C'hai fame amo'? C'ho fame amo'. E spalancando la bocca come due trichechi, barriscono in una grossa risata. A fatica anche la donna si siede accanto al marito, e nel farlo il prendisole lascia intravedere il suo culone a due piazze e mezzo, perde l'equilibrio, sembrano due bambini giganti che ancora non hanno imparato a camminare, e neppure a parlare, la donna crolla a terra, cerca di rialzarsi ma è inutile, un grosso bacarozzo zampe all'aria.

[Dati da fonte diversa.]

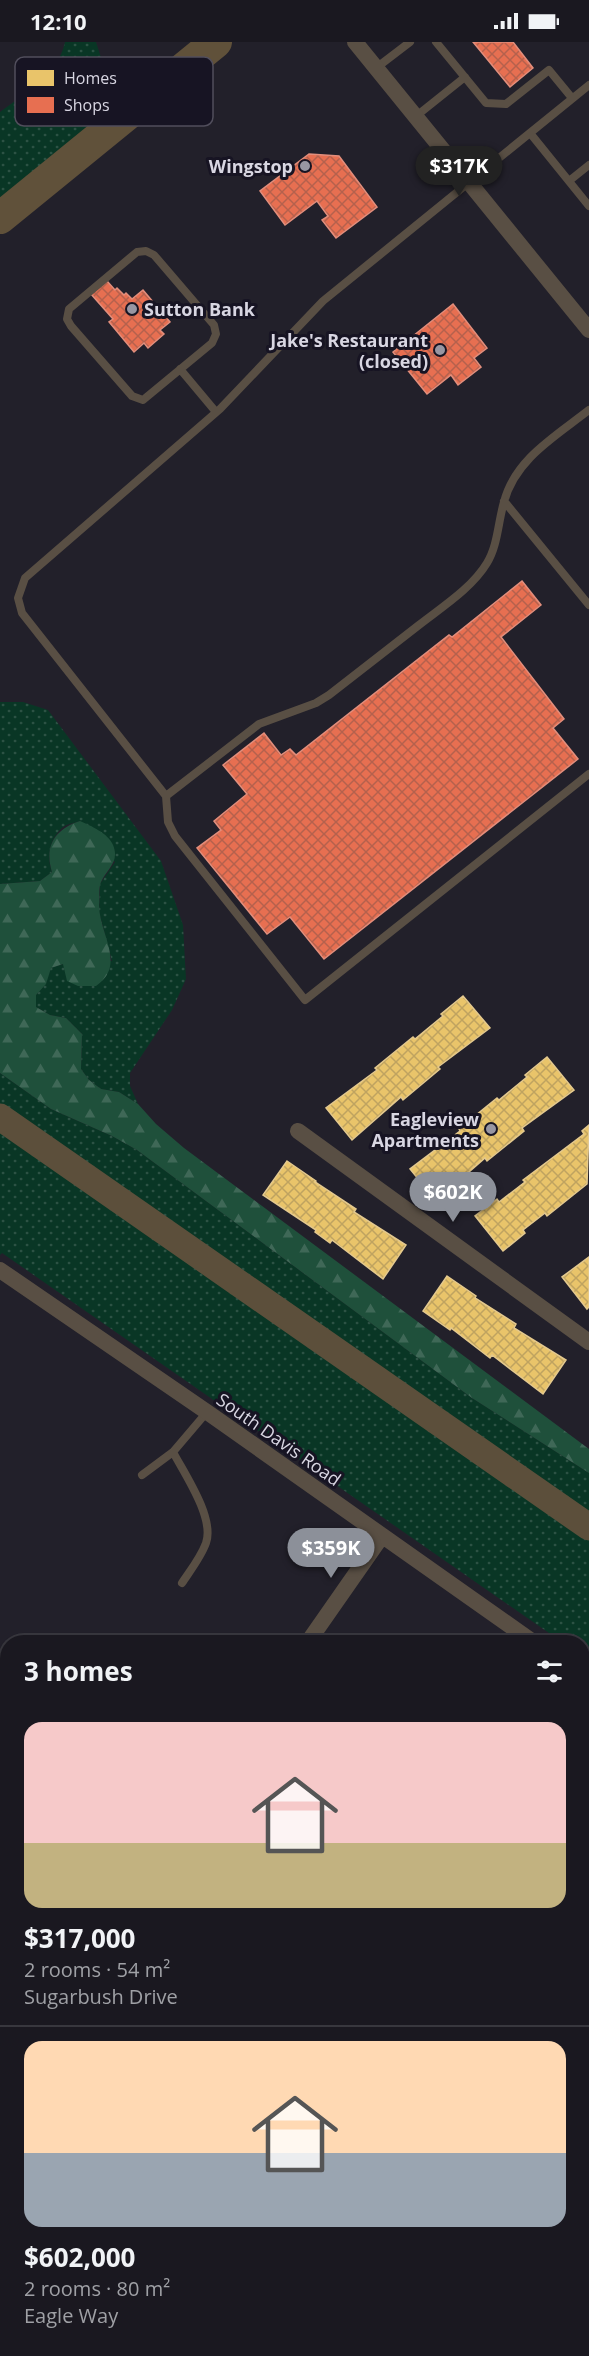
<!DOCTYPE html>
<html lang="en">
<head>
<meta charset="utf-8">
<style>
	:root { --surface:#1a1820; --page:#27252d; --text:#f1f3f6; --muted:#9fa0a5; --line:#38373e; --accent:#8c9099 }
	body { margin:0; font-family:"Open Sans",sans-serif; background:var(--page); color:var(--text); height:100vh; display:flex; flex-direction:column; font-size:22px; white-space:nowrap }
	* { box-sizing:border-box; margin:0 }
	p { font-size:20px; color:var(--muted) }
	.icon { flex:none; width:33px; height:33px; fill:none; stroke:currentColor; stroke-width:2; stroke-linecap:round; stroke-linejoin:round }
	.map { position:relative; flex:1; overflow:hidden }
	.details { position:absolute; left:0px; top:1593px; width:590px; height:722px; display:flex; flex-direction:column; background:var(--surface); border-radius:24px 24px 0 0; box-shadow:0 2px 4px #0004,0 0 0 2px var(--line) }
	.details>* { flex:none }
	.price { position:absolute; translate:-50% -51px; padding:0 14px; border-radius:21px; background:var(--accent); color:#fff; font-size:20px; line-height:39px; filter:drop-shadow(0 2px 3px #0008) }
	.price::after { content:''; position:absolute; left:50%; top:36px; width:18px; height:14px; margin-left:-9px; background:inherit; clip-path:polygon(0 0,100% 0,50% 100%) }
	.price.active { background:#222; color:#fff }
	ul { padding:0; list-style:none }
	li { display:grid; align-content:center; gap:12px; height:318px; padding:0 24px }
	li+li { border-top:2px solid var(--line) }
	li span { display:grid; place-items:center; height:186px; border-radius:18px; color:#555 }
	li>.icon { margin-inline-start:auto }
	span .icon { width:108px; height:108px; fill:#fffc; stroke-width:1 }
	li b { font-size:26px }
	h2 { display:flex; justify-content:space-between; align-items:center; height:72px; padding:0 24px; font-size:26px }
	.status { display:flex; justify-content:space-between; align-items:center; height:42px; padding:0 30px; background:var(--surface); direction:ltr }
	.status svg { height:16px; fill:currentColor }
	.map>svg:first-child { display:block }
</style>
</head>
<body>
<div class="status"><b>12:10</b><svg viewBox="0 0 49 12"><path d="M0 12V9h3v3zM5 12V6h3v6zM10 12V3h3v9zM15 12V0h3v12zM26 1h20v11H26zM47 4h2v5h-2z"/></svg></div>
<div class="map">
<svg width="589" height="2314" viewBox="0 0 589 2314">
	<defs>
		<pattern id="grass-dots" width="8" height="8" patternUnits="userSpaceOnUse" patternTransform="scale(1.5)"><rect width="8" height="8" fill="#093625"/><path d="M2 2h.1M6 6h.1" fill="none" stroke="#2c5244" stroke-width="1.8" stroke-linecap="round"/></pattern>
		<pattern id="forest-firs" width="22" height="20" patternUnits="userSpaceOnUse" patternTransform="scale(1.5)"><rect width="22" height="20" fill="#1f503b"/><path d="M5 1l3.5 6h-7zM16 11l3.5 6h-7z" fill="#3f6857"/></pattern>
		<pattern id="homes-cross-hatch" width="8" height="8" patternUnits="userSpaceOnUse" patternTransform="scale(1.5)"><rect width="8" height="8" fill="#e9c46a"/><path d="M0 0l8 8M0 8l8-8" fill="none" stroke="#bfa360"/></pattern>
		<pattern id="shops-cross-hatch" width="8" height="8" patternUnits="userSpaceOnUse" patternTransform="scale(1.5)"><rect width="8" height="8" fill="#e76f51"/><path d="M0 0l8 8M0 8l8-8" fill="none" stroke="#b5614d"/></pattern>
	</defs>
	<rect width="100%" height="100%" fill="#22202a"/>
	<path fill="url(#grass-dots)" d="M65,0H96L120,74L0,171V70C25,51 58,33 65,0Z
		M0,660H23L48,668L161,819L183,883L186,937L172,968L130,1031V1044L138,1062L119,1050L101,1047L89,1038L81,1027L82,992L66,976L50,973L36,965V953L46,941L50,926L63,922L112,919L99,870L100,842L115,820L80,779C75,781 66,782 62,786C50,797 46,814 52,830L40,839L0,842Z
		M0,1031L51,1067L112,1094L137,1108L472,1356L589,1431V1481L0,1070Z
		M0,1081L589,1490V1619L582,1614V1600H562L2,1211L0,1213Z"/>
	<path fill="url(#forest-firs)" d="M80,779C91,784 108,791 113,803C120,820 107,827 101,840C98,847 100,857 99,863C99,892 127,923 96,944H78L67,939L63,922L51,926L46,942L36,953V965L50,973L66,976L82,992L81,1027L89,1038L101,1047L119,1050L138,1062L156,1082L184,1106L589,1407V1431L472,1356L137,1108L112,1094L51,1067L0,1031V842L40,839L52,830C44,804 55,787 80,779Z
		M0,1615L8,1623V1906L0,1919Z
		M0,2001L8,2005V2294L0,2299Z"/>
	<path fill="url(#homes-cross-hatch)" stroke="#e4c98e" stroke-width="1.5" d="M463,954L490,986L438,1025L440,1027L403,1058L401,1055L352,1098L326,1066L377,1028L375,1026L413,995L415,997L443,974L441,972Z
		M547,1015L574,1048L522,1086L524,1089L487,1119L485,1116L436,1159L410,1127L460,1089L459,1087L497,1056L499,1058L527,1035L525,1033Z
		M589,1083L587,1142L547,1174L545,1171L523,1188L525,1191L503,1209L475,1174L497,1157L499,1160L525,1140L523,1138L584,1092L582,1089Z
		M287,1119L316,1139L315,1140L356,1167L354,1170L406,1203L383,1237L332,1198L330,1201L315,1190L316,1188L263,1153Z
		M589,1215V1265L587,1267L562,1235Z
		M447,1234L476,1254L475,1256L516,1282L514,1286L566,1318L543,1352L492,1313L490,1316L451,1286L450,1288L423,1269Z"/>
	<path fill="url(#shops-cross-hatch)" stroke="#e28e7c" stroke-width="1.5" d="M473,0H513L533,26L510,45Z
		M309,112L339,114L377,165L336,196L322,178L328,174L317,159L285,183L260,149Z
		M107,239L115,248L117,246L124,253L126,251L132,257L143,248L170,280L160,288L164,292L148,306L144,301L134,310L109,280L113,277L91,252Z
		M453,262L487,306L474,316L481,325L458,343L451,333L427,352L393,310Z
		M522,539L541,563L501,595L564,677L553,686L578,717L324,917L290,875L267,892L197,806L221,788L214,779L247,752L223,723L264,691L281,713L290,707L296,713L449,593L452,595Z"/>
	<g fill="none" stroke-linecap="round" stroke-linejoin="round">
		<path stroke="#594f44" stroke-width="8" d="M436,0L486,61L506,62L549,28L572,56
			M376,26L410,0
			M589,43L323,259L220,367L25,536L18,556L22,571L166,754L168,780L175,794L305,958L589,732
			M415,75L465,35
			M530,91L589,164
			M569,139L589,123
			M146,209L154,213L214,283L216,292L212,301L143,358L132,354L71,284L67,277L69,267L137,210Z
			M180,327L216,370
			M504,459L589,563
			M166,754L259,682L316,661L329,653C359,630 389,606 419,583C442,565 472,546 487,521C498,503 498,480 504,460C515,417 556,394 589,368
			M173,1410C184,1431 215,1476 206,1501C201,1515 190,1529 182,1541
			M142,1433L173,1410L207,1370"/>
		<path stroke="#594f44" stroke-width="16" d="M355,0L589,288
			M298,1089L589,1300
			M0,1228L207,1370L533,1600
			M308,1600L382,1494
			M582,1635L589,1640
			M582,1806L589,1811
			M582,1923L589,1929
			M582,2037L589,2041
			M582,2153L589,2158
			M237,2307L239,2314
			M405,2307L406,2314
			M550,2307L561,2314
			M25,2314L37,2307"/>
		<path stroke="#5c4f3b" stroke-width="27" d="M0,1075L589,1485"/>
		<path stroke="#60513a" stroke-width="32" d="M0,176L216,0"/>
	</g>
	<g fill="#9896a2" stroke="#171423" stroke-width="2">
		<circle cx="305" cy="124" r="6"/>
		<circle cx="132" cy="267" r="6"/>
		<circle cx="440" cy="308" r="6"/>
		<circle cx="491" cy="1087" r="6"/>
	</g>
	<g text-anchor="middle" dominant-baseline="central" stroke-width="6" stroke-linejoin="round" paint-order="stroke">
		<g font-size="18" font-weight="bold" fill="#d8d6e2" stroke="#171423" text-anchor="end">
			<text x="293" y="124">Wingstop</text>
			<text x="144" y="267" text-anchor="start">Sutton Bank</text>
			<text x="428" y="298">Jake's Restaurant<tspan x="428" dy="21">(closed)</tspan></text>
			<text x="479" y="1077">Eagleview<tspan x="479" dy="21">Apartments</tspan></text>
		</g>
		<g font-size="18" fill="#d8d6e2" stroke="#171423">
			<text transform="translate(279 1397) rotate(35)">South Davis Road</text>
		</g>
	</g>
	<rect x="15" y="15" width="198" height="69" rx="9" fill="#171423" stroke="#514e5c" stroke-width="1.5"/>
	<rect x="27" y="28" width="27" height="16" fill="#e9c46a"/>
	<rect x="27" y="55" width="27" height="16" fill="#e76f51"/>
	<g font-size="16" fill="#d8d6e2">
		<text x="64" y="42">Homes</text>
		<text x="64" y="69">Shops</text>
	</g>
</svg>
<b class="price active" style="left:459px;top:155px">$317K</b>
<b class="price" style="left:453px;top:1181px">$602K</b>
<b class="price" style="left:331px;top:1537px">$359K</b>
<section class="details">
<h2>3 homes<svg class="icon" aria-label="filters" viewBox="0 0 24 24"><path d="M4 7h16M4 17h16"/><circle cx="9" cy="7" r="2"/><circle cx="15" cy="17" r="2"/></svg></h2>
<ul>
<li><span style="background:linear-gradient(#f6c9c9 65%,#c2b280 0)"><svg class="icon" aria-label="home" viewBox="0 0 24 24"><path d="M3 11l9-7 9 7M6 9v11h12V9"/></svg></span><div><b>$317,000</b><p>2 rooms · 54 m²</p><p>Sugarbush Drive</p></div></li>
<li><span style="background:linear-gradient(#ffd9b3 60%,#9aa5b1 0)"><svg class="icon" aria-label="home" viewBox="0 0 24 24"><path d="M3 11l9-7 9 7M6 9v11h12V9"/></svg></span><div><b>$602,000</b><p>2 rooms · 80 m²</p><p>Eagle Way</p></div></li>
</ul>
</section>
</div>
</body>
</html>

Il marito la sovrasta e dolcemente, con una delicatezza infinita le dà un bacio sulla bocca.

 

Il vento mi porta dritto in faccia un puzzo nauseante. Lo inseguo, e mi ritrovo davanti a un cane con la testa sbrindellata [...] Ride! La dolcezza seduce anche la morte? Sì. Che puttana. Penso alla dolcezza della fine, alla promessa di rinascita che ogni fine stringe fra le braccia magre... penso alla fine del mio amore avvenuto troppo tardi, quando già la noia aveva trasformato il sesso in un dovere. Penso alla fine della mia fanciullezza, quando mi sfinivo per sentimenti inutili, per amori senza ritorno. Penso alla fine della mia povertà, quando ancora ero pulito e incazzato. Penso alla fine del mio stupore quando facendo l'amore per la prima volta capii di essere un uomo senza che nessuno mi avesse mai insegnato. La dolcezza è ovunque, nelle cose banali, e in quelle orribili, ma la mia preferita è quella che si nasconde nelle bugie, nel tradimento, e nell'abbandonarsi impotenti alle proprie miserie. Senza l'impotenza, la dolcezza non avrebbe faccia.

 

La dolcezza è l'atto più devastante che l'essere umano poteva usare. La dolcezza non ti salva dal dolore, ma te lo rende caro, come un figlio cattivo. E' amara a volte la dolcezza.